We feel something, and reach out for the nearest phrase or hum with which to communicate, but which fails to do justice to what has induced us to do so. We hear Beethoven’s Ninth and hum poum, poum, poum, we see the pyramids at Giza and go, “that’s nice.” These sounds are asked to account for an experience, but their poverty prevents either us or our interlocutors from really understanding what we have lived through. We stay on the outside of our impressions, as if staring at them through a frosted window, superficially related to them, yet estranged from whatever has eluded casual definition.
~ Alain De Botton
I think there’s great value in being able to convert my thoughts into coherent writing. It would be even better to be able to convert my thoughts into great writing. There’s delight in knowing we’re connecting our minds through these tiny, inscrutable (if you really stop to think about it) markings.
The Third Rule of the Artist’s Journey is: If you imagine you know your limits, you’re mistaken.

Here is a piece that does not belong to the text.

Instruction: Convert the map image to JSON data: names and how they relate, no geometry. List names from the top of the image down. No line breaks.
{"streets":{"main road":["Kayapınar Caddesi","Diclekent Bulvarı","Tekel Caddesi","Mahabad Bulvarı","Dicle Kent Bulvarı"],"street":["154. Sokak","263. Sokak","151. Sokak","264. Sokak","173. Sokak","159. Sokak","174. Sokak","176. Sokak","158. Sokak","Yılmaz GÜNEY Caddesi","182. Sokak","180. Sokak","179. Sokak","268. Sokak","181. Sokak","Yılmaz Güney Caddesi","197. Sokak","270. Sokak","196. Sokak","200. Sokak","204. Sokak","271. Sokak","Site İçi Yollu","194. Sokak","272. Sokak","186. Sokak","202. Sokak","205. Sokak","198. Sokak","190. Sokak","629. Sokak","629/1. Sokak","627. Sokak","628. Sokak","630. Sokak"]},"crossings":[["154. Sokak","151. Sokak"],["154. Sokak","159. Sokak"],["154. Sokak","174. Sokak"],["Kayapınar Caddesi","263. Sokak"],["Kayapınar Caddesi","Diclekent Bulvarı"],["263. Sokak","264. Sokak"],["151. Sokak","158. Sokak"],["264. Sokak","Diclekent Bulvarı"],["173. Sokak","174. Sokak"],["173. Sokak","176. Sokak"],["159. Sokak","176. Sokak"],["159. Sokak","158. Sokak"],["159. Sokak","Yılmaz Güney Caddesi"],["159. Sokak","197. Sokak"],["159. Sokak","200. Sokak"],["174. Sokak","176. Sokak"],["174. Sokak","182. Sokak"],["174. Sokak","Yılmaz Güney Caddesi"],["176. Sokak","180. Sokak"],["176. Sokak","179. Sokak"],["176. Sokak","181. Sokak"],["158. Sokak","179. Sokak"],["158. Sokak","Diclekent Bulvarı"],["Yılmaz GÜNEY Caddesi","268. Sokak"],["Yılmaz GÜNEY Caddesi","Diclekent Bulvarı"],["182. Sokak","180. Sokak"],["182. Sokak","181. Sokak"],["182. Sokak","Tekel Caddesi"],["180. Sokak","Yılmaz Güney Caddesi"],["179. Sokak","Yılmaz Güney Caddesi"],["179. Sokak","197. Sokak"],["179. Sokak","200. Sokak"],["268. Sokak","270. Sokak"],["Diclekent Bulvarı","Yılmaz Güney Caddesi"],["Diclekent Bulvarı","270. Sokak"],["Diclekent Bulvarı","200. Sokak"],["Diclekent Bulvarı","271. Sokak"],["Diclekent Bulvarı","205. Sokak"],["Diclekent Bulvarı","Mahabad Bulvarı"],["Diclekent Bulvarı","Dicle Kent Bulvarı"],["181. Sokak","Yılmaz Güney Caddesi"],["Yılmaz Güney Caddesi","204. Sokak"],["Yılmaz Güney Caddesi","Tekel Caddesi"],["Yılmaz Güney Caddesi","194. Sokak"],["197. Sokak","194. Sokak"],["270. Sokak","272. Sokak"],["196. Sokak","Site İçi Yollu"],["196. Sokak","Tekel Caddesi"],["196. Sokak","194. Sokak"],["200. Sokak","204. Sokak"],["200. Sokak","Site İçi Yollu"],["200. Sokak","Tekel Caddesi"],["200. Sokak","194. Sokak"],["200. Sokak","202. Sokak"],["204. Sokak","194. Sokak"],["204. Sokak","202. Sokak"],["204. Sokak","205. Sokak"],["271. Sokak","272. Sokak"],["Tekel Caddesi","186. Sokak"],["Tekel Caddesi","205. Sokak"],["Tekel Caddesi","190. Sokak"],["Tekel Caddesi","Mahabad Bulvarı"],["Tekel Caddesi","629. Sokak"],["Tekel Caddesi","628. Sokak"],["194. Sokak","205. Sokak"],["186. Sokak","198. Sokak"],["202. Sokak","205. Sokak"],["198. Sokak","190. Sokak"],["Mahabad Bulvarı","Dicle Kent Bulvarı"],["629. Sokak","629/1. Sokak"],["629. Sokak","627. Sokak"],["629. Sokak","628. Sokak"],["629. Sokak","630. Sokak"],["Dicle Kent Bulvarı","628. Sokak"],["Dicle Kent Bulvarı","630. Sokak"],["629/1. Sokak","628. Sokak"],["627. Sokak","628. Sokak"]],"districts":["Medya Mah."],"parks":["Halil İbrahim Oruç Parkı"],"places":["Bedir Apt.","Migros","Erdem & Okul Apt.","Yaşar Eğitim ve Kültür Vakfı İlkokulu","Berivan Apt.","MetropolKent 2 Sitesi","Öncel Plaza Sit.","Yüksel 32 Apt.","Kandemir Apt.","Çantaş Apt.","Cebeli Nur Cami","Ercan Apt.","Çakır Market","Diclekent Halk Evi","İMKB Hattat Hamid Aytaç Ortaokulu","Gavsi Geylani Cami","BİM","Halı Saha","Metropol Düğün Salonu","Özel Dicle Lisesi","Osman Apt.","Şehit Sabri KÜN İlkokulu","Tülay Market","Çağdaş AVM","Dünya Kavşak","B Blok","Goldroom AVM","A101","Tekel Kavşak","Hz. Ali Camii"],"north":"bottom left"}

~ Steven Pressfield, from Whatever You Think Your Limits Are, You’re Wrong
In a very real way, my little markings here are like the little bits of ideas the Muse gives me. She gives me a bit of an image—call it a handful of pieces pre-assembled in the corner of a jigsaw puzzle—and I see an entire image. I give you a few scratchings like t, h, i and one of these curly things and you’re instantly imagining your own image. This is what I love about reading books; I have to do all the heavy lifting of the imagining myself.
Keep a notebook. Travel with it, eat with it, sleep with it. Slap into it every stray thought that flutters up in your brain. Cheap paper is less perishable than gray matter. And lead pencil markings endure longer than memory.
~ Jack London
I do sometimes carry a little notebook, but I don’t try to capture every flutter. What I do, when I do have the little notebook, is stop to sit (standing never works) and pause. Performing the slow act of writing, even if it’s just words or phrases, requires me to sit longer with each thought. Fast thinking downshifts to slower thinking giving me time to apprehend—not simply notice—my thoughts.
Far from a mere diversion of the senses, beauty may just be the dialogue between nature and human nature — our most expressive language for loving the universe, for loving ourselves as fractals of the universe, for living wonder-smitten by reality. To find something beautiful is to find it interesting and meaningful in some way, often a way we can’t articulate […]
~ Maria Popova, from The Shape of Wonder
Interestingly, whatever I end up writing in my little notebook remains much easier to remember. It’s not nonsensical to say I wrote it down so I wouldn’t need my notes later. I feel like my mind can be petulant, even indignant, if I don’t on occasion give it access to a means of writing. “Here, fine,” I think, “take this pen, and let’s see what you actually have to say.” It’s akin to forcing a child to smoke the whole pack, in order to teach a lesson about having too many jumbled thoughts.
There is no man, however wise, who has not at some period of his youth said things, or even lived in a way which was so unpleasant to him in later life that he would gladly, if he could, expunge it from his memory. But he shouldn’t regret this entirely, because he cannot be certain that he has indeed become a wise man—so far as any of us can be wise—unless he has passed through all the fatuous or unwholesome incarnations by which that ultimate stage must be reached.
~ Marcel Proust
Some make a show of wringing every last drop of nuance out of the writing. Some downplay mastery with deft strokes. I’m convinced neither style is inherently better. There’s sage advice about how each aspiring writer first tries to imitate their favorite masters on the way to their own, unique style.
Professionals simply show up. Especially when they don’t feel like it.
~ Seth Godin, from Professionals are consistent
I’ve written many times—because I’m writing first for myself and I’m a slow learner—that the distinction between professional and amateur has nothing to do with being paid. Nick Cave is a professional song writer. I aspire to be a professional writer. And for a little while longer, my imposter syndrome dictates I hide in the aspiration.